**ACTIVITY**: Make an exact copy of the listing so that no picture is carried over.

======== INFORMATION SUPPLIED

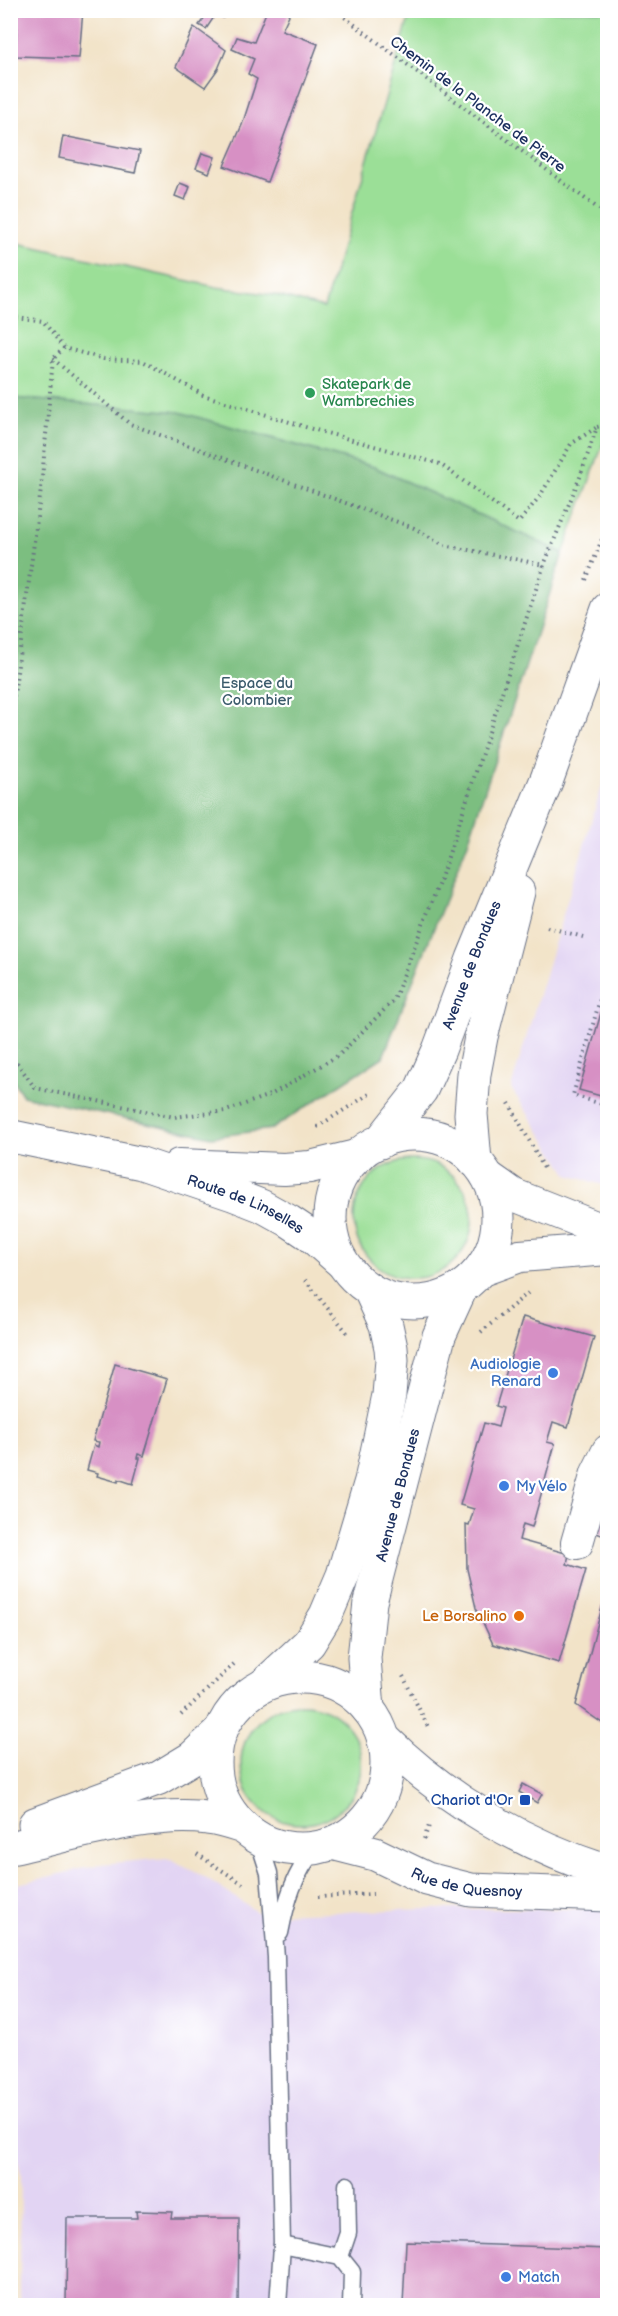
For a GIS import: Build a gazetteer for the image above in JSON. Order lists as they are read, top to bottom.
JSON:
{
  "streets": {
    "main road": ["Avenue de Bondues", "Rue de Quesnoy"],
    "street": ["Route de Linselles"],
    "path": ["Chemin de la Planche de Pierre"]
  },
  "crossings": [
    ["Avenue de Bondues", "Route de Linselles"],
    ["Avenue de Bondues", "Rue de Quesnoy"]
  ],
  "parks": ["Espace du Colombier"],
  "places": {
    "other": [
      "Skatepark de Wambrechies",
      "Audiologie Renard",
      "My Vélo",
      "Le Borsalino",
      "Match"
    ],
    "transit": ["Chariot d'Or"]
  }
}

================

**ANSWER TO THE EXERCISE**:
For a GIS import: Build a gazetteer for the image above in JSON. Order lists as they are read, top to bottom.
JSON:
{
  "streets": {
    "main road": ["Avenue de Bondues", "Rue de Quesnoy"],
    "street": ["Route de Linselles"],
    "path": ["Chemin de la Planche de Pierre"]
  },
  "crossings": [
    ["Avenue de Bondues", "Route de Linselles"],
    ["Avenue de Bondues", "Rue de Quesnoy"]
  ],
  "parks": ["Espace du Colombier"],
  "places": {
    "other": [
      "Skatepark de Wambrechies",
      "Audiologie Renard",
      "My Vélo",
      "Le Borsalino",
      "Match"
    ],
    "transit": ["Chariot d'Or"]
  }
}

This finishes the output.